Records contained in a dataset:
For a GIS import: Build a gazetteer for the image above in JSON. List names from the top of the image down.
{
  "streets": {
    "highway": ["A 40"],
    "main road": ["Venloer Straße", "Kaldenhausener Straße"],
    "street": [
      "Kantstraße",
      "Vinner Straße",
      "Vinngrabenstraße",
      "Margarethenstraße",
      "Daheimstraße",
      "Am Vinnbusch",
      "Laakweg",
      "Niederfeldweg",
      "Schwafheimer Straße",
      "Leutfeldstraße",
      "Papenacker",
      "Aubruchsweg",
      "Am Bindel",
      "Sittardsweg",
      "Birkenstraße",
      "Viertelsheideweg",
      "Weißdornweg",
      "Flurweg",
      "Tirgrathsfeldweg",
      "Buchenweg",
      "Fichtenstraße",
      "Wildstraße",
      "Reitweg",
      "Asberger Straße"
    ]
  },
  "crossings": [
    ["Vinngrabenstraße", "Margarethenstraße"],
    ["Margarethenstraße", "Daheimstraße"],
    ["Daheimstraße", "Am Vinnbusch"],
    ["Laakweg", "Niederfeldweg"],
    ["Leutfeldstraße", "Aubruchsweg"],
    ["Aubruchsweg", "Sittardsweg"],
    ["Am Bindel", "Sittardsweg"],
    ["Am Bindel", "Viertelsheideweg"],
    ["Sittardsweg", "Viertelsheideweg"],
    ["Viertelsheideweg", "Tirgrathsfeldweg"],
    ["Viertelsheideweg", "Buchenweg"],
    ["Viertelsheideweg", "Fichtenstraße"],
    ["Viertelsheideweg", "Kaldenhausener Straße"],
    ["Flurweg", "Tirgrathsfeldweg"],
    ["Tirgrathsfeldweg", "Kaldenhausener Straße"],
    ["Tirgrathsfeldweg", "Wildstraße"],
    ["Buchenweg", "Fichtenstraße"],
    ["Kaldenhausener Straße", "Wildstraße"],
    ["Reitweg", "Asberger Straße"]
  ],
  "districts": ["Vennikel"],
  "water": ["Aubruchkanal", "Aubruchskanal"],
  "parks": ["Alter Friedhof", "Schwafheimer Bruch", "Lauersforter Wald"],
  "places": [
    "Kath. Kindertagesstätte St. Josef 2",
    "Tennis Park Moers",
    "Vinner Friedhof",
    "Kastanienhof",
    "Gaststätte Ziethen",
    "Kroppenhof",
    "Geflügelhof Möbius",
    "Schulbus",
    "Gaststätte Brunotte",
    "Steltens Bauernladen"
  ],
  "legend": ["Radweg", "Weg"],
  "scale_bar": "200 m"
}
...
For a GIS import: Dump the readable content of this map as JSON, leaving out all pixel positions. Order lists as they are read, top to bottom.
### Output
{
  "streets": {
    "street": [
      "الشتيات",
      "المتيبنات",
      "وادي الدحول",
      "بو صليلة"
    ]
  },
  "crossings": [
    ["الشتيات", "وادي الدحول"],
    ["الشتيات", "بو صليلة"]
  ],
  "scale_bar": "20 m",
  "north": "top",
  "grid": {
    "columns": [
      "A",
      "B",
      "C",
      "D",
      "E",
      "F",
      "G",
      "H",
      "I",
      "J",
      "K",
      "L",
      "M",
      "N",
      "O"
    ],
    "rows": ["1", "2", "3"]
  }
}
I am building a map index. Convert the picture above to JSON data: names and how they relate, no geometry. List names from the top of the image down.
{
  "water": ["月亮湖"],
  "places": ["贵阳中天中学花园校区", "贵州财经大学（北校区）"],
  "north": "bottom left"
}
---
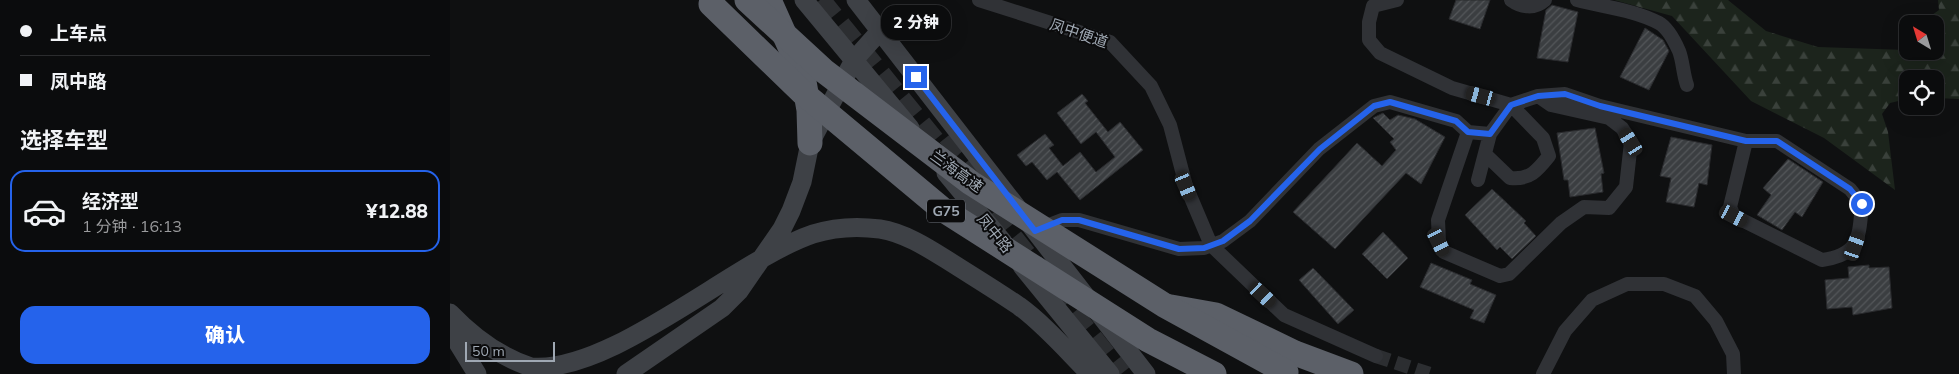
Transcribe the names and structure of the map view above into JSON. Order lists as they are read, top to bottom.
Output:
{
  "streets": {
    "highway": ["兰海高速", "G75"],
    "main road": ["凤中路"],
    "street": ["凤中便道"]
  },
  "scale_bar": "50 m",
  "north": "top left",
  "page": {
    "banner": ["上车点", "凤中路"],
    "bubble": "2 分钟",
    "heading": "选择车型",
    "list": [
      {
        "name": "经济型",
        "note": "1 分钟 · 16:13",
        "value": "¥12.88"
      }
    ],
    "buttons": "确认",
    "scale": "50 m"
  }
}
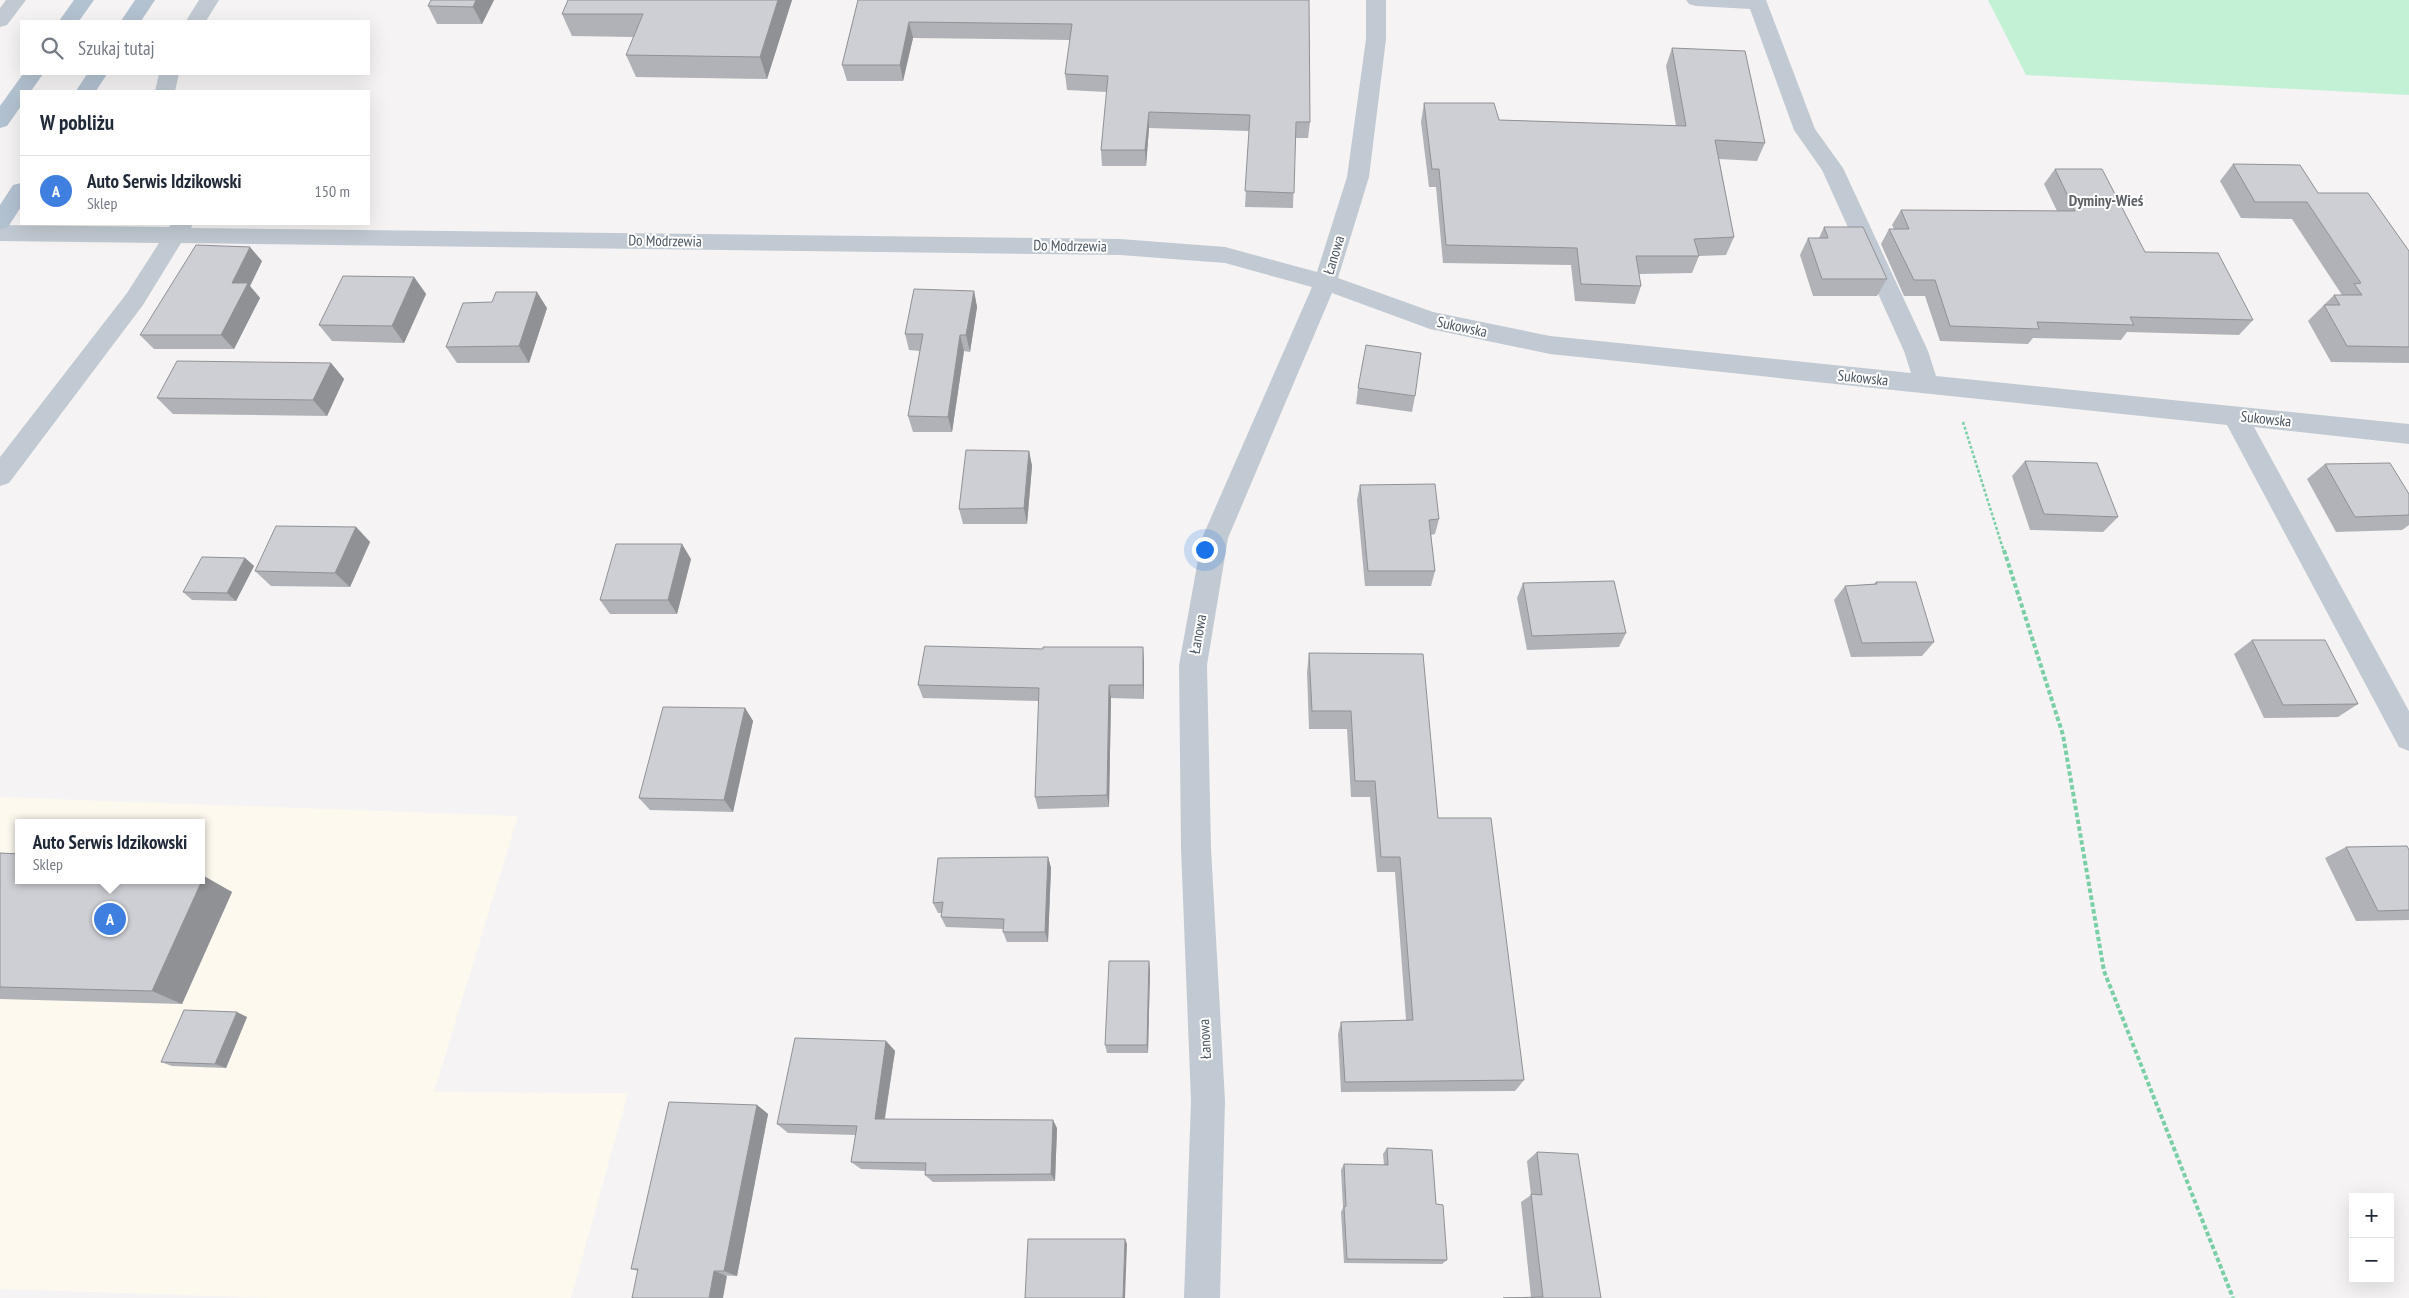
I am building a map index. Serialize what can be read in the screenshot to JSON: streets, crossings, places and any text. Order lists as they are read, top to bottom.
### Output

**Problem statement:**
Some lines of the records may contain the string "read". State how many do, as a number alone.

**Exercise response:**
3